Scan the records beneath this line for the line holding "position:absolute; width:88px; margin:-44px;" and the line holding "width:104px; height:104px; stroke-width:2.5", then transcribe exactly those two and all lines between.
[Opening Task inputs section]
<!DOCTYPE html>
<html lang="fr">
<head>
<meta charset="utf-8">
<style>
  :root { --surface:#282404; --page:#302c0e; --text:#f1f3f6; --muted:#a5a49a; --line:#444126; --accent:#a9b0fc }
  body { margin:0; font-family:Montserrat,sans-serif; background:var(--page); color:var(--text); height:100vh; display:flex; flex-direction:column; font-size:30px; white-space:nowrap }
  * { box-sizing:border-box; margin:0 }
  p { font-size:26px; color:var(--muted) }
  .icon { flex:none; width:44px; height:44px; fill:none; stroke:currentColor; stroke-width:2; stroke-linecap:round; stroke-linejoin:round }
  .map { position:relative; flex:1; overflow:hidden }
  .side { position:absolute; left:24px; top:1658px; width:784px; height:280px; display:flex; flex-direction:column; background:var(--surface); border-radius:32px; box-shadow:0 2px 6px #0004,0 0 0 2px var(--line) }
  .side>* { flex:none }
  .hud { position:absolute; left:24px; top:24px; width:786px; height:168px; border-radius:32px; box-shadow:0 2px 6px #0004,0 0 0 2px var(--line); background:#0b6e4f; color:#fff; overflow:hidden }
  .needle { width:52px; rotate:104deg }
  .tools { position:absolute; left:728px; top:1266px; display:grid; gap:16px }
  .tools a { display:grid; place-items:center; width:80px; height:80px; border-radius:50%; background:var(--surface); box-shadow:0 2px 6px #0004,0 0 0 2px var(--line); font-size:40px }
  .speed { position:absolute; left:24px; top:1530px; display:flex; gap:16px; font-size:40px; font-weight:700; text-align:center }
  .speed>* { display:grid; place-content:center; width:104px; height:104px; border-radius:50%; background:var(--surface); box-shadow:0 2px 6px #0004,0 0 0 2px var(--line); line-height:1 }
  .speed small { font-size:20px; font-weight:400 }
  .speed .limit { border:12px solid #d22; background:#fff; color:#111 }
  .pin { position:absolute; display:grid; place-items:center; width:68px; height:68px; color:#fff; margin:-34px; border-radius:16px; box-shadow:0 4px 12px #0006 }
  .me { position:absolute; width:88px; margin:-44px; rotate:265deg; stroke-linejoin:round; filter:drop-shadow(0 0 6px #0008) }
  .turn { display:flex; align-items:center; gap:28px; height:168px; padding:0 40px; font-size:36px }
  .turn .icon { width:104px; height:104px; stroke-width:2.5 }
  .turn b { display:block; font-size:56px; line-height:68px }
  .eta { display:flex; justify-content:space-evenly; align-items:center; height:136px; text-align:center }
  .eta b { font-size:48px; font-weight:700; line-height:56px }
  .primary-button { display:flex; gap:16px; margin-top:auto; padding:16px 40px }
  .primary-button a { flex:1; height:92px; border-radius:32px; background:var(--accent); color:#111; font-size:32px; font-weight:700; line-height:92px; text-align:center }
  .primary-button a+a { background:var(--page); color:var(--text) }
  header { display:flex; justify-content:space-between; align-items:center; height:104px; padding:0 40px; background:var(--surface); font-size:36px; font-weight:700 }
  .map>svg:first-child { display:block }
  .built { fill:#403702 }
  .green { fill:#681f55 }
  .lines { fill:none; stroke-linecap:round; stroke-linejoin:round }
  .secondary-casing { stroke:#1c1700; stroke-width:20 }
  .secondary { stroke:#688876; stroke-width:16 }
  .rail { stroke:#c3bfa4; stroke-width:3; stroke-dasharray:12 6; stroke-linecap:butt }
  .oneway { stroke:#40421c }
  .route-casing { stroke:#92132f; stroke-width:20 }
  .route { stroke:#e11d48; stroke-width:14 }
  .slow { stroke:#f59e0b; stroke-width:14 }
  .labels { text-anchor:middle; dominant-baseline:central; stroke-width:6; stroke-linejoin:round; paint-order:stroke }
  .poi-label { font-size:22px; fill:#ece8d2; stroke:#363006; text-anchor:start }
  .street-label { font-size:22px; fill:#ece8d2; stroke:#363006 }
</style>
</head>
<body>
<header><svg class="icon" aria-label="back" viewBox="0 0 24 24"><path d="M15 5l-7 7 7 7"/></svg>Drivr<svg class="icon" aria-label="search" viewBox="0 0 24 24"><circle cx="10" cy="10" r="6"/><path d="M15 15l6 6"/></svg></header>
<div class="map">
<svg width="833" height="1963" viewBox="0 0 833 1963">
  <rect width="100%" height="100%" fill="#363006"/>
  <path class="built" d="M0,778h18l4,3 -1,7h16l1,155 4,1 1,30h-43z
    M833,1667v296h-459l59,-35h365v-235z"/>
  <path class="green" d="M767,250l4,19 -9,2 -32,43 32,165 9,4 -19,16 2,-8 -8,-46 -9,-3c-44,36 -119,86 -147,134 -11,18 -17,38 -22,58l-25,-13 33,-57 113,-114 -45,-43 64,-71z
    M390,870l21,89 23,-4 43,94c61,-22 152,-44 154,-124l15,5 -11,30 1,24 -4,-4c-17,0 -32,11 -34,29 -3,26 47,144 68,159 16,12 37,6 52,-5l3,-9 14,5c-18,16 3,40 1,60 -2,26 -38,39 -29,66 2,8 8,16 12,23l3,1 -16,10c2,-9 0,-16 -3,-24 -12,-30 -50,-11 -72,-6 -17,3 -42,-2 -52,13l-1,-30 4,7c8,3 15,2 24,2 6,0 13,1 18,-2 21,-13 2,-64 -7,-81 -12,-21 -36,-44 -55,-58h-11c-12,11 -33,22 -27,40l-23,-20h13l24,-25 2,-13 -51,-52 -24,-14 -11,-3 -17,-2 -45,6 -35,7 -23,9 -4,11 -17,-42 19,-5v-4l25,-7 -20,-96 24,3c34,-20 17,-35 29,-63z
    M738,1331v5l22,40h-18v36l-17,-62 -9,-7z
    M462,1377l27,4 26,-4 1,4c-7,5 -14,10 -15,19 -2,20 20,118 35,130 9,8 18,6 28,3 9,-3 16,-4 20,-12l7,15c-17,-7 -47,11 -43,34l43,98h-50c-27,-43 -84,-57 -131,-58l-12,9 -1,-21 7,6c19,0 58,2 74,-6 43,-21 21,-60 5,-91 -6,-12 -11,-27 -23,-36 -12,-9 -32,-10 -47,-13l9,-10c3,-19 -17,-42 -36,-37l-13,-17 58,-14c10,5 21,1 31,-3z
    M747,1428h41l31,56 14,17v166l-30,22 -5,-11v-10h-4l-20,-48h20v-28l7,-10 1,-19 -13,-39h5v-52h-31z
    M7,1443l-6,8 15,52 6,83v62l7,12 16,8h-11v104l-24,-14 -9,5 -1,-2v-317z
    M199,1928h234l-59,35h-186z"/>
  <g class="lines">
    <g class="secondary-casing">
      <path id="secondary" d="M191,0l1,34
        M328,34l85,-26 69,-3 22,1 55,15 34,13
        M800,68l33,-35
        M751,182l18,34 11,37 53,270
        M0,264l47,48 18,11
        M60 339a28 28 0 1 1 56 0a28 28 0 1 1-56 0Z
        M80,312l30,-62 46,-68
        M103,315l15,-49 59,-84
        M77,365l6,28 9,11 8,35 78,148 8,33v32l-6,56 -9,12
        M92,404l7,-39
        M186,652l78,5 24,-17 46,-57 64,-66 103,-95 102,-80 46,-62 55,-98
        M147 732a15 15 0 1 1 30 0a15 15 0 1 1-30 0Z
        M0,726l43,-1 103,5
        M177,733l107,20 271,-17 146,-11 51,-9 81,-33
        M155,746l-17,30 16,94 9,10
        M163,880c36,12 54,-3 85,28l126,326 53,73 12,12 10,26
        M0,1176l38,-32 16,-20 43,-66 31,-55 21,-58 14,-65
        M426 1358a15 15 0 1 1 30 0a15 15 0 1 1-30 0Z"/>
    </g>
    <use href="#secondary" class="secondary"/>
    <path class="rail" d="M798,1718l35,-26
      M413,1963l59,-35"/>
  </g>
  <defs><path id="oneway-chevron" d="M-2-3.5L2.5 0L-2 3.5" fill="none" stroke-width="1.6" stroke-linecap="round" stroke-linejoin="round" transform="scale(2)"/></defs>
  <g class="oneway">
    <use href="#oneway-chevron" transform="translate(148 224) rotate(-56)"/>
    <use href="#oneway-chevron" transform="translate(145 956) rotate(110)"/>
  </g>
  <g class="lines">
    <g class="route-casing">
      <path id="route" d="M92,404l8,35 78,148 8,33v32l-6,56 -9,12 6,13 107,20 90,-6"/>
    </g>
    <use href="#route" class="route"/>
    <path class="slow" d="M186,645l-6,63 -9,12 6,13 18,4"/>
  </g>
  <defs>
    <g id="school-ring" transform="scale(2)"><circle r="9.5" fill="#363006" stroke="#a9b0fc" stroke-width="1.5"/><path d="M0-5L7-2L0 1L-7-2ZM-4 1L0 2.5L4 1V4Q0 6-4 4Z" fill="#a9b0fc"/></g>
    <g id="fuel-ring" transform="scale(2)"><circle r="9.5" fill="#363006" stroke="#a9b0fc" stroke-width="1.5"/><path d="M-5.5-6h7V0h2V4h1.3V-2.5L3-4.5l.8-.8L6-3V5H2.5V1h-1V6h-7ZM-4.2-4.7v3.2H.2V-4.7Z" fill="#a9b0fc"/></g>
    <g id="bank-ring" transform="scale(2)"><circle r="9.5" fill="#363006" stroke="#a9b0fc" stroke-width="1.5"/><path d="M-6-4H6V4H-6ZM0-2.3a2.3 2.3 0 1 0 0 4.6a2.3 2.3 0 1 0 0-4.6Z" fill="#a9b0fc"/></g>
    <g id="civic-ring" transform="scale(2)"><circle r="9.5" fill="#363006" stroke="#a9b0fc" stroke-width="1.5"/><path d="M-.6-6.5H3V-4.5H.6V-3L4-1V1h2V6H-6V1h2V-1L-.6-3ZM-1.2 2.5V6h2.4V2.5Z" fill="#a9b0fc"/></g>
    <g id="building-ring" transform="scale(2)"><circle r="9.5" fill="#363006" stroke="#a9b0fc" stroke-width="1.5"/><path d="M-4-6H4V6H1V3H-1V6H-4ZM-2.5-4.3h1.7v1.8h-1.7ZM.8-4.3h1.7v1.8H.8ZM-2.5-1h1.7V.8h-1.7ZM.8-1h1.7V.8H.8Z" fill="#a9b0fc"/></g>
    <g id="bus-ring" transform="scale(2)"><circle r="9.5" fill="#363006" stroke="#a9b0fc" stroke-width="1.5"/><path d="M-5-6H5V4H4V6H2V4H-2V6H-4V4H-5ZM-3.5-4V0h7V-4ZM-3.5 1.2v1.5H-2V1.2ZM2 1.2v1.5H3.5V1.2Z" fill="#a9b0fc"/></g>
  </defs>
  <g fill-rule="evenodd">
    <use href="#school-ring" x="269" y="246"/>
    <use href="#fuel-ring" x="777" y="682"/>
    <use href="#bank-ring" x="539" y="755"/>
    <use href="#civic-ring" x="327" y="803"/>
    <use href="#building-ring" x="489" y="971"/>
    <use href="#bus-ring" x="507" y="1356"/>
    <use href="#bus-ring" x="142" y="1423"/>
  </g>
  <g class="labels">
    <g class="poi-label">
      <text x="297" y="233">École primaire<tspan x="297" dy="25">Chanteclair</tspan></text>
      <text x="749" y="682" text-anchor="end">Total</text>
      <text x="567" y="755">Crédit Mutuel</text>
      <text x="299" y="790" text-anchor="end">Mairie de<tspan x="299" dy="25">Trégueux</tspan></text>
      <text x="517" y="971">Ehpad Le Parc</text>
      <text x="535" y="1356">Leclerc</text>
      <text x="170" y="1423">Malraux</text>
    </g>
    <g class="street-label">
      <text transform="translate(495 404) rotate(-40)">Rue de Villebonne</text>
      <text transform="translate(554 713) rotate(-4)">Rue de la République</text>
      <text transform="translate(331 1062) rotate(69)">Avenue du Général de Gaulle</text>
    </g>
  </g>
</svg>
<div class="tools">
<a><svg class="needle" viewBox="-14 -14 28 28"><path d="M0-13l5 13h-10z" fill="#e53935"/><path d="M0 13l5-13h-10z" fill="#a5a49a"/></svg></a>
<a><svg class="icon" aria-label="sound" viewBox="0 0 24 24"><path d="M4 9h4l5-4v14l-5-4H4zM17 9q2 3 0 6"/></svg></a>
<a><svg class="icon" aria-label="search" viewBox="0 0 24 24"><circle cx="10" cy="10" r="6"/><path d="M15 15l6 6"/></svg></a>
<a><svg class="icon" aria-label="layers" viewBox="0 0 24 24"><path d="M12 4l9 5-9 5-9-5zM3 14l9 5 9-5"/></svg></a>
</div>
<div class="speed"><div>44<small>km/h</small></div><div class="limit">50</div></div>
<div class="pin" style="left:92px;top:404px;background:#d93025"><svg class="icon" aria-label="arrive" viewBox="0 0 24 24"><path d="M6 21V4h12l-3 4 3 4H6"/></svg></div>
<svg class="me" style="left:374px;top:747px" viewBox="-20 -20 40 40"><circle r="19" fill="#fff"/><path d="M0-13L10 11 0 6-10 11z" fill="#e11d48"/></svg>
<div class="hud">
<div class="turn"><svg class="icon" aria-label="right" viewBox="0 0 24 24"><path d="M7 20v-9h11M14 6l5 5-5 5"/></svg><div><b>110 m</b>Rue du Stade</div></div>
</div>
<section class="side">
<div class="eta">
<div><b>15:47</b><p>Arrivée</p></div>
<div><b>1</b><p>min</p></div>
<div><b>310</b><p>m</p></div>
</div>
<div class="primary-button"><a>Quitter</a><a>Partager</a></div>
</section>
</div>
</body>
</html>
[Closing Task inputs section]
### Result of the exercise:
  .me { position:absolute; width:88px; margin:-44px; rotate:265deg; stroke-linejoin:round; filter:drop-shadow(0 0 6px #0008) }
  .turn { display:flex; align-items:center; gap:28px; height:168px; padding:0 40px; font-size:36px }
  .turn .icon { width:104px; height:104px; stroke-width:2.5 }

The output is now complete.